__EXERCISE DETAILS__. How many of the lines below hold the string "tools"? Say only the number.

[Opening DATA FOR THE TASK section]

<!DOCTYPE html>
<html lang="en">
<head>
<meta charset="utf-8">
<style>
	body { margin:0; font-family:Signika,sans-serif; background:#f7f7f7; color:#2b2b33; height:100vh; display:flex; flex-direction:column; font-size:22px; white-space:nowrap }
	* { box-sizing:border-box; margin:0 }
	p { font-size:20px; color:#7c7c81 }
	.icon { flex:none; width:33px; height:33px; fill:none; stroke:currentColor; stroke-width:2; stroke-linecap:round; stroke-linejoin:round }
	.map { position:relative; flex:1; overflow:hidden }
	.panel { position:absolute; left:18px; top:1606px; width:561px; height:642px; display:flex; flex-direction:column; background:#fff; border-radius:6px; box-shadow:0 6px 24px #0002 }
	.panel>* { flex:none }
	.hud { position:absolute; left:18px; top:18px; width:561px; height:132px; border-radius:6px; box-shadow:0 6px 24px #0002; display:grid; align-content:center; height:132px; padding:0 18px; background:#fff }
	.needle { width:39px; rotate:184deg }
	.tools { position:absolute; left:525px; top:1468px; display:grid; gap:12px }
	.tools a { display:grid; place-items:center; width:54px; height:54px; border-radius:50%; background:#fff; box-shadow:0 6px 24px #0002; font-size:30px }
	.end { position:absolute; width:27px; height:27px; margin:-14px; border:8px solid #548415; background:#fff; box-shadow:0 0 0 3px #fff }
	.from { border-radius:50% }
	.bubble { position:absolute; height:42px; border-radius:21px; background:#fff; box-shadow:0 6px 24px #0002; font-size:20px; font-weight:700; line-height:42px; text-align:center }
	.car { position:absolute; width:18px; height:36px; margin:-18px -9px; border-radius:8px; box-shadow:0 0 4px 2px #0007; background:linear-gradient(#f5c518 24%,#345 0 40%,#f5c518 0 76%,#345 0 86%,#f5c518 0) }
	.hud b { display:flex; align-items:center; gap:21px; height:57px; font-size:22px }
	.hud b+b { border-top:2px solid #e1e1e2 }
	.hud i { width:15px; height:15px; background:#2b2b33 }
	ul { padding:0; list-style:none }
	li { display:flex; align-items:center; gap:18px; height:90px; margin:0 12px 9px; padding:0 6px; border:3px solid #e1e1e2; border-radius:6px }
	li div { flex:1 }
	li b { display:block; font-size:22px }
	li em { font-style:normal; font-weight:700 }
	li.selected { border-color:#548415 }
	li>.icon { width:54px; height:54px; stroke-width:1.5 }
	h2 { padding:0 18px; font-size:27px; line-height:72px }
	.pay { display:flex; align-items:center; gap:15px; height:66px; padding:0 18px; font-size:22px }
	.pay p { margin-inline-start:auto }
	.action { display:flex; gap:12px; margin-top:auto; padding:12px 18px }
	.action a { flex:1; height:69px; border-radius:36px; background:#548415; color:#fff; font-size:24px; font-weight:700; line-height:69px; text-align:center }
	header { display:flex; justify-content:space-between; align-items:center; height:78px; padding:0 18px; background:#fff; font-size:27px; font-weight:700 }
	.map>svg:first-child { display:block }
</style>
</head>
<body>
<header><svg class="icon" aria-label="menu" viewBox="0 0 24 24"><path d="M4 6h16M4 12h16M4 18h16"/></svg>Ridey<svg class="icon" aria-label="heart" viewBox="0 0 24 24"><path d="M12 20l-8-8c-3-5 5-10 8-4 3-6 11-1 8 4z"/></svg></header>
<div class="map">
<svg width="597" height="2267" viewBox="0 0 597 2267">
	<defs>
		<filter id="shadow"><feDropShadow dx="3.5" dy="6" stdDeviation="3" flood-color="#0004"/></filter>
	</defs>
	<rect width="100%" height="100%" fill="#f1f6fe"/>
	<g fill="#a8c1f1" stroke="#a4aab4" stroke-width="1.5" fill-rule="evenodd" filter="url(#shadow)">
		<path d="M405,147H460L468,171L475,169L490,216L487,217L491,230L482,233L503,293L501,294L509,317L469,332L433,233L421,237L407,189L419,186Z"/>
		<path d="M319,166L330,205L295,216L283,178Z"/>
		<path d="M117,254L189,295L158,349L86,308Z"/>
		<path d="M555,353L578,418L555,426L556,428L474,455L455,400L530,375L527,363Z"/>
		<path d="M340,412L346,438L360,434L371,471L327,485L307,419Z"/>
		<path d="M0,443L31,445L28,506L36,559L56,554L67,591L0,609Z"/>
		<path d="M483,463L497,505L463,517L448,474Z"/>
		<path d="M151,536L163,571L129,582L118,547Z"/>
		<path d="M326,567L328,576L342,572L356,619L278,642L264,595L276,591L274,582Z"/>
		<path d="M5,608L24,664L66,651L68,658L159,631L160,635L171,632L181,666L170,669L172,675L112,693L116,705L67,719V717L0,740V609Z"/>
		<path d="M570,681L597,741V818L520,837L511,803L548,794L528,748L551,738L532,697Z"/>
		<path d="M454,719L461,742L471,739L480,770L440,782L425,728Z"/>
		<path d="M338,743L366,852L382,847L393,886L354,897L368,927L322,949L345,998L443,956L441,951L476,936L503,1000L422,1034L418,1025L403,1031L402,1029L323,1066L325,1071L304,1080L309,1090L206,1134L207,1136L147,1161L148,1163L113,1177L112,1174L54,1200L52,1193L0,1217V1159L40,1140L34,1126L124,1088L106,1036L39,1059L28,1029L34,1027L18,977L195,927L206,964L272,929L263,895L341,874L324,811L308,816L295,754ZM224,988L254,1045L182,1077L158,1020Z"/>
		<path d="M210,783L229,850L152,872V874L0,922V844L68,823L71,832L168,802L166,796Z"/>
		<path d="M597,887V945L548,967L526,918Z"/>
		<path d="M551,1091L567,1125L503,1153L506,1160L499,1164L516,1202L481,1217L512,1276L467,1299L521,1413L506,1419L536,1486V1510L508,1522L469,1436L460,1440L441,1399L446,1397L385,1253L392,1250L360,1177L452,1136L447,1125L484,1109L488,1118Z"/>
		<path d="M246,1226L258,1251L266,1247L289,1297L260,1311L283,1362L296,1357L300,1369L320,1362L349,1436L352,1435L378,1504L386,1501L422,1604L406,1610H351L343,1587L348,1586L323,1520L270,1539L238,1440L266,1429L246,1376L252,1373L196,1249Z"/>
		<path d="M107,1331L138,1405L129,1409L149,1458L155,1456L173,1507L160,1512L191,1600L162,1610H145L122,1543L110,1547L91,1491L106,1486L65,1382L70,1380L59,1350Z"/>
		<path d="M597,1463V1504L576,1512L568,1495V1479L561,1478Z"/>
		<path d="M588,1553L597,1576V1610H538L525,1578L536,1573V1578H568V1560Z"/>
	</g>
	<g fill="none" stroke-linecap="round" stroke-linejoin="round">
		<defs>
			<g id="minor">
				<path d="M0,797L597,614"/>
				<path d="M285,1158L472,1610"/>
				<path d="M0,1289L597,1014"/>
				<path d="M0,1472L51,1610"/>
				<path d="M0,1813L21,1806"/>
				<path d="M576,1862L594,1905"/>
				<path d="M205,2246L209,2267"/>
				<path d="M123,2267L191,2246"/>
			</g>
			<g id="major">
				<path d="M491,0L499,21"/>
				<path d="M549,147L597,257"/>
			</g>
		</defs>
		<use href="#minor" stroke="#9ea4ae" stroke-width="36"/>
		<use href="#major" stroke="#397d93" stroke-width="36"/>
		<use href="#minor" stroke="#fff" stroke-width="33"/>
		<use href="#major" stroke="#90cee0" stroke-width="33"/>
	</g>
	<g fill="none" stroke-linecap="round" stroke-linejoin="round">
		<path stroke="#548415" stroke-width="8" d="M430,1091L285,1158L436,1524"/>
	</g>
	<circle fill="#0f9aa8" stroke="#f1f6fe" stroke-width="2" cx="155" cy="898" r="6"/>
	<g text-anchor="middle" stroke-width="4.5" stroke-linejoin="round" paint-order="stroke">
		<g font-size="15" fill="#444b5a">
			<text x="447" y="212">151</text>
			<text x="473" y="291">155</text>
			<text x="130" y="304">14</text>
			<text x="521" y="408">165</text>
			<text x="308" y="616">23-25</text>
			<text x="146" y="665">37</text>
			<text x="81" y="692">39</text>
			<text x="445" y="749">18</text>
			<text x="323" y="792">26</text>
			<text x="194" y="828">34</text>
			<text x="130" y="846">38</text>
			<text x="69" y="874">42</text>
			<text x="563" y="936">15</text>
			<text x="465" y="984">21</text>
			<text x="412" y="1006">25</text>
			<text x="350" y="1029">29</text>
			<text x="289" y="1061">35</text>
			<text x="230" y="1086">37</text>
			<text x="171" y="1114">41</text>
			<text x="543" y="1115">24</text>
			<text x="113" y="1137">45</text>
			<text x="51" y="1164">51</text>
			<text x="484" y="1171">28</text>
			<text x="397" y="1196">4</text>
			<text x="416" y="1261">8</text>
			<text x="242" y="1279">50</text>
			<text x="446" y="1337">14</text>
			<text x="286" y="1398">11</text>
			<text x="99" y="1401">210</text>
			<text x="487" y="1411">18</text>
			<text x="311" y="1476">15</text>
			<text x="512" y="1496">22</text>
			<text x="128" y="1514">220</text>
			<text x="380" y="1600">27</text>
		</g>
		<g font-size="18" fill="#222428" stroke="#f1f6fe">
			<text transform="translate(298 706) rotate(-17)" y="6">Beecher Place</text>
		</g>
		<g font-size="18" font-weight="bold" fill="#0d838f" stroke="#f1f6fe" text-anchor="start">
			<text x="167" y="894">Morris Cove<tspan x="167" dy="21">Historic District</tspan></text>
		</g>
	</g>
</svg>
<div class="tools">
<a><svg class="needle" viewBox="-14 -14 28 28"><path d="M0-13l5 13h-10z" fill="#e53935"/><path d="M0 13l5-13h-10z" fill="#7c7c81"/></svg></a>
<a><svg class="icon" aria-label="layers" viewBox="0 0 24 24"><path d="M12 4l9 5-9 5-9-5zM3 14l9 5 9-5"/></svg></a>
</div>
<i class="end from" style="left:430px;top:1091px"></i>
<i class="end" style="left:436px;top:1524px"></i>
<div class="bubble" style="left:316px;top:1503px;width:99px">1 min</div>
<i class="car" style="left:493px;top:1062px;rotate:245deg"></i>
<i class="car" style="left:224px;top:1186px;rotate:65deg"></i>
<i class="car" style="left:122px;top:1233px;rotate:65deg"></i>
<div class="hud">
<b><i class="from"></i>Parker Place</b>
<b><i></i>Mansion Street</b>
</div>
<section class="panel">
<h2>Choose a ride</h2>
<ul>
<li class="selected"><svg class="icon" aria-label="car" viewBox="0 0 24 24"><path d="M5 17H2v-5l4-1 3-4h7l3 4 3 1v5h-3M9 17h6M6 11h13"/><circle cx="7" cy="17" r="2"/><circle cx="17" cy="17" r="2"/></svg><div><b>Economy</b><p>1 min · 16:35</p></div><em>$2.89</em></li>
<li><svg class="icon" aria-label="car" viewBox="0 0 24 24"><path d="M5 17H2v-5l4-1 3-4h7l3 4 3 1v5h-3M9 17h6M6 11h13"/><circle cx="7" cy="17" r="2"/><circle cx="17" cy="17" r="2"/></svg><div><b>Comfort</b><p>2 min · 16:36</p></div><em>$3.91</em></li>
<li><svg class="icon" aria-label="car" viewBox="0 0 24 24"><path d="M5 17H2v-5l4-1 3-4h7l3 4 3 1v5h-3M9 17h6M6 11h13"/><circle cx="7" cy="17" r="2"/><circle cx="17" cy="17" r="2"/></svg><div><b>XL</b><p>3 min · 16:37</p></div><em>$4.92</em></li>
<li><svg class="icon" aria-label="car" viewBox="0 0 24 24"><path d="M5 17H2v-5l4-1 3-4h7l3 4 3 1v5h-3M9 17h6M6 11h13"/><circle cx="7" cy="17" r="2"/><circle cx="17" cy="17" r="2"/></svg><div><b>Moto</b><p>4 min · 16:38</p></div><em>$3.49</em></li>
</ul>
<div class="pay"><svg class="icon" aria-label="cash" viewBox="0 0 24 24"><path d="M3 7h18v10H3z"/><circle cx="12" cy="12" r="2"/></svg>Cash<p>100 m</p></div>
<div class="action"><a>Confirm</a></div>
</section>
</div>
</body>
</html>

[Closing DATA FOR THE TASK section]

__ANSWER SPACE__. 3